Canções de João da Cruz - 1ª estrofe.

 

Onde é que tu, Amado,

Te escondeste deixando-me em gemido?

Fugiste-me como o veado,

Havendo-me ferido;

Clamando eu fui por ti, tinhas partido!

 

Essa expressão “amado” é facilmente encontrada no Cântico dos Cânticos, livro que inspira São João da Cruz na composição do seu Cântico Espiritual. Esse desconcerto por não saber para  onde foi o Amado é sentido pela amada nessa obra sapiencial: “Abri ao meu bem-amado, mas ela já se tinha ido, já tinha desaparecido”.

Essa dor de não ter o Amado, de tê-lo perdido cresce por causa do amor esponsal. Se não fosse por  amor sofreria a amada a ausência do amado¿ Podemos dizer lendo essa primeira parte do poema que existe uma ferida de amor aberta. A amada foi tocada pelo Amado de uma forma que sua ausência passa a ser sentida. A partir daí começa uma busca para encontra-lo.

O poema fala do amor esponsal de Deus. Em seu infinito amor, Deus vem ao nosso encontro, estabelece um matrimônio espiritual. Somos seduzidos por seus encantos que criam em nós um desejo cada vez maior de estar com Ele. Não queremos mais nos apartar dele, sua companhia cria uma alegria contagiante. Mas, porque então o amado se esconde?

            Alguém poderia ser levado a crer que, se o Amado foi embora é porque nos tornamos indignos, que perdemos o merecimento de sua companhia amorosa. E esse  é  um grande engano! O amor de Deus por nós é eterno, sua aliança não se desfaz. Se ele se esconde, devemos procura-lo.

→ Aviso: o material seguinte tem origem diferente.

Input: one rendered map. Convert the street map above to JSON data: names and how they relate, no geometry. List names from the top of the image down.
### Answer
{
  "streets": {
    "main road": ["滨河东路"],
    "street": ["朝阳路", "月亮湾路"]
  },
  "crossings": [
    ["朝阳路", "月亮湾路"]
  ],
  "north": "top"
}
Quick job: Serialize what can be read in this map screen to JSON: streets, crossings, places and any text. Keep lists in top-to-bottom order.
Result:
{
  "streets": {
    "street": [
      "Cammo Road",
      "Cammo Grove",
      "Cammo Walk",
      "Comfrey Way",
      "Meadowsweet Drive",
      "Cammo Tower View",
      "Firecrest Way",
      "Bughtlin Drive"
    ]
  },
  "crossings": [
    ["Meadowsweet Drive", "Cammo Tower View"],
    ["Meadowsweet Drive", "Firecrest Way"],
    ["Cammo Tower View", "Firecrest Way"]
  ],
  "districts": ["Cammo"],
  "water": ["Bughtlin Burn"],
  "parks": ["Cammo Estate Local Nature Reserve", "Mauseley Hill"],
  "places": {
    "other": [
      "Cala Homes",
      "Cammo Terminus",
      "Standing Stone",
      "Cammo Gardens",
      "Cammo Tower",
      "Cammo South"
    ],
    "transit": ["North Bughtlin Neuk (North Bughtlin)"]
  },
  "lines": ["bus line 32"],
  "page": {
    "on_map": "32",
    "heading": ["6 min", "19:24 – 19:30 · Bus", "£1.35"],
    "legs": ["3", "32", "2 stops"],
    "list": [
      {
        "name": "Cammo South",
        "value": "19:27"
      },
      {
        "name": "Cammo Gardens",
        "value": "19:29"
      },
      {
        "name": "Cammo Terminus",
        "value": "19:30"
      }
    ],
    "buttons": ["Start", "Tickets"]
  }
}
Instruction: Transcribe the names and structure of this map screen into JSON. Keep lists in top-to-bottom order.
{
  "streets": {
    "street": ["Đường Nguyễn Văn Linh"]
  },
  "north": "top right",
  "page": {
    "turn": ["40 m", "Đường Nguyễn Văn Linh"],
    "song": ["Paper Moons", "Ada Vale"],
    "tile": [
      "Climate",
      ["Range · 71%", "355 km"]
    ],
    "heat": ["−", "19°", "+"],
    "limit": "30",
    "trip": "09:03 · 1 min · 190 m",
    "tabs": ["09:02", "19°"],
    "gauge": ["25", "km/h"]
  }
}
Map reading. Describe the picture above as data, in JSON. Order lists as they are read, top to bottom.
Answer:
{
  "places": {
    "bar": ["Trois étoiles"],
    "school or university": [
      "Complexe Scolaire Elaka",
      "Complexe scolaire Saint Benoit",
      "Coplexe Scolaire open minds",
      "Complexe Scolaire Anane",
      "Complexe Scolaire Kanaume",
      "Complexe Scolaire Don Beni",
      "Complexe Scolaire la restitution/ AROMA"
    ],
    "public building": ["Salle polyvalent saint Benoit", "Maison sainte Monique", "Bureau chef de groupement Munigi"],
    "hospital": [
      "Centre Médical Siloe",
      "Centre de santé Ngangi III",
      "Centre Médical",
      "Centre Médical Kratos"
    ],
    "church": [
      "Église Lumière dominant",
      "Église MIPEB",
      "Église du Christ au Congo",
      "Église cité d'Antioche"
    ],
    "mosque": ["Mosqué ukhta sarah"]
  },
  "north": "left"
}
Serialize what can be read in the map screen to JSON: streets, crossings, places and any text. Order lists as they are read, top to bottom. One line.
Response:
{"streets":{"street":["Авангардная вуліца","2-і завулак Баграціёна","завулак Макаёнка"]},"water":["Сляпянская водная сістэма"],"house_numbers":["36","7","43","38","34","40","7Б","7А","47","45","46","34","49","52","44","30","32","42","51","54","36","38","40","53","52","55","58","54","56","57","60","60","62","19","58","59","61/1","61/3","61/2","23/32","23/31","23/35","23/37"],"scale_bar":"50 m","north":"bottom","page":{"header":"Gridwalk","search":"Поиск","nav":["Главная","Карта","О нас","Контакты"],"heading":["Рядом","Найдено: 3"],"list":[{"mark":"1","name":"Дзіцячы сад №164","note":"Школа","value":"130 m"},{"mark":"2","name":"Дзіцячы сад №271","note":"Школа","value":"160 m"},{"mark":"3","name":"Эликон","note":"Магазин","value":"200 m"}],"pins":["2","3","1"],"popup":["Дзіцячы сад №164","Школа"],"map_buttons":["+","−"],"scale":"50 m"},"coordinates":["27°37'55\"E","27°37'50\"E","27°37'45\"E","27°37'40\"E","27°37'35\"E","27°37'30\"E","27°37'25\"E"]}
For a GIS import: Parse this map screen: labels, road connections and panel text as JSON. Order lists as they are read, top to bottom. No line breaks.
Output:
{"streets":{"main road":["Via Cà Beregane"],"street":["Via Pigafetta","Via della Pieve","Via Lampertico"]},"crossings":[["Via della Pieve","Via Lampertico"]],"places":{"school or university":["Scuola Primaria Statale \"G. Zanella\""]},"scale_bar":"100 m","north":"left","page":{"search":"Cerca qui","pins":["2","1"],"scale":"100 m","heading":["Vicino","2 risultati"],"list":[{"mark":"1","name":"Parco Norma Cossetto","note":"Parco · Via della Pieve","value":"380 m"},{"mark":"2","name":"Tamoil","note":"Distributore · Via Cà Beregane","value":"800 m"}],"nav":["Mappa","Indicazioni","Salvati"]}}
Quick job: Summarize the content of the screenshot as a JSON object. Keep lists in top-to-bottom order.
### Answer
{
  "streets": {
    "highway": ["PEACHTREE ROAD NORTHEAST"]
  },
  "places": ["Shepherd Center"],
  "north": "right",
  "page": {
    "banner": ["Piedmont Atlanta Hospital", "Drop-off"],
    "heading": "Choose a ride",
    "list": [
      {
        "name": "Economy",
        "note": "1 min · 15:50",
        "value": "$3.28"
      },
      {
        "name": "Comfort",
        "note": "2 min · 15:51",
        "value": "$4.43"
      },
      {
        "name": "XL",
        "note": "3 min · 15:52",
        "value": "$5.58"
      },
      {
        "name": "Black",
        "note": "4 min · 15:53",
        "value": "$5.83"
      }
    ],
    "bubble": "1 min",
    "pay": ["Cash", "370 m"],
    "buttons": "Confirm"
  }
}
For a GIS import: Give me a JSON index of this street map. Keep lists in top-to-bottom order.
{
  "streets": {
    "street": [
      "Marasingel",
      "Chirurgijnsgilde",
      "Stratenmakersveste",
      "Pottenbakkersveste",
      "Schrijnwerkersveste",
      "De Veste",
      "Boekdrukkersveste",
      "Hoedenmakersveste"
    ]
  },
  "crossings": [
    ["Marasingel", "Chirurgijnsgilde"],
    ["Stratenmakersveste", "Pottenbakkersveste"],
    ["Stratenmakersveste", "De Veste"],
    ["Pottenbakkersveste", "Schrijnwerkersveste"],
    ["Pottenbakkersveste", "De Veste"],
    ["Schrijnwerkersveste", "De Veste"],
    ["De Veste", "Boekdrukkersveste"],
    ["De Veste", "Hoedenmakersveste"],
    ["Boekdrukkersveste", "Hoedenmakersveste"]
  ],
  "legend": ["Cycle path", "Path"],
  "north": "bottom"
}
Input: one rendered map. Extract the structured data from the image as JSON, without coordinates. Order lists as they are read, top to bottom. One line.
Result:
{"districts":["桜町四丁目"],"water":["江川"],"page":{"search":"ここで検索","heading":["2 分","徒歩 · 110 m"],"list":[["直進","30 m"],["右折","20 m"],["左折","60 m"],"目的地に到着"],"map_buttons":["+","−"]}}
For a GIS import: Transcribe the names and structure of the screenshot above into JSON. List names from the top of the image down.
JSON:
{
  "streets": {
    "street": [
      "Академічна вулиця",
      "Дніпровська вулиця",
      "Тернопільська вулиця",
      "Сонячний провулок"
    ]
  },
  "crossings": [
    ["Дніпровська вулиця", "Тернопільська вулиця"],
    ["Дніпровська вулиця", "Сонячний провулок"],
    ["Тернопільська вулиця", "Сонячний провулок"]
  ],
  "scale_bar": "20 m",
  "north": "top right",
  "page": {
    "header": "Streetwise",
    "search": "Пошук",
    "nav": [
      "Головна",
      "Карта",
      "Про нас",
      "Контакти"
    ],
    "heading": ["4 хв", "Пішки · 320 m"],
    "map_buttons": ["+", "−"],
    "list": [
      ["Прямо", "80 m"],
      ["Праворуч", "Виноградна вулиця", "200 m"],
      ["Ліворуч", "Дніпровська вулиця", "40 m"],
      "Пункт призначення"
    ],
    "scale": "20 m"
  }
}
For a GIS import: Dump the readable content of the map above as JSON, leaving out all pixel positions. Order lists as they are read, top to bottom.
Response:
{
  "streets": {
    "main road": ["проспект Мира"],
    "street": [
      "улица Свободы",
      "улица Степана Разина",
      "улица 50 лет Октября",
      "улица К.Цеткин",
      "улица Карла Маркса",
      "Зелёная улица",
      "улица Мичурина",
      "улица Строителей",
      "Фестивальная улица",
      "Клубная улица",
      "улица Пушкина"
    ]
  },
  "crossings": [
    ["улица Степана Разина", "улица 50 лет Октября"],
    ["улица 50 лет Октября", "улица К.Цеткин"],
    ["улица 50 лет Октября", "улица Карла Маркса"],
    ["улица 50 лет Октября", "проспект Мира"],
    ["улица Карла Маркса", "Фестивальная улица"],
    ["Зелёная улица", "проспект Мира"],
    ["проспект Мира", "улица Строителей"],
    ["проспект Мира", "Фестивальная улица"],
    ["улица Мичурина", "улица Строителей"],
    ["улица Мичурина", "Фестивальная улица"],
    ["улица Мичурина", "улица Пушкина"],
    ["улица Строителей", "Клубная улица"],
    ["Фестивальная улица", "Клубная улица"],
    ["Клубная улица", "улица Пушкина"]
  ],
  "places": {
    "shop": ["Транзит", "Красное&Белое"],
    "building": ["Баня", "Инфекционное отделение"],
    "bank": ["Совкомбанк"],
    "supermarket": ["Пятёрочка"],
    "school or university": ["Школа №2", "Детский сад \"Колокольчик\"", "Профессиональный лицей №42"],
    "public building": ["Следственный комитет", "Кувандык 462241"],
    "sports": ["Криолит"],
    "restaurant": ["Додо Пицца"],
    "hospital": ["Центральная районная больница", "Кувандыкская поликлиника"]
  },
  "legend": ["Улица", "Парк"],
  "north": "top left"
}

            Sua falta deve criar em nós uma disposição para ir ao seu encontro. Onde podemos encontrar novamente o Amado¿ Dentro de nós! Essa busca não deve nos levar para longe. Ele está perto. Essa é uma busca que deve começar no lugar secreto do nosso interior. Santo Agostinho de forma poética revela que procurou a Deus fora, enquanto ele estava dentro: Tarde Te amei, ó Beleza tão antiga e tão nova! Tarde demais, eu te amei! Eis que estavas dentro, e eu, fora, fora te buscava”.  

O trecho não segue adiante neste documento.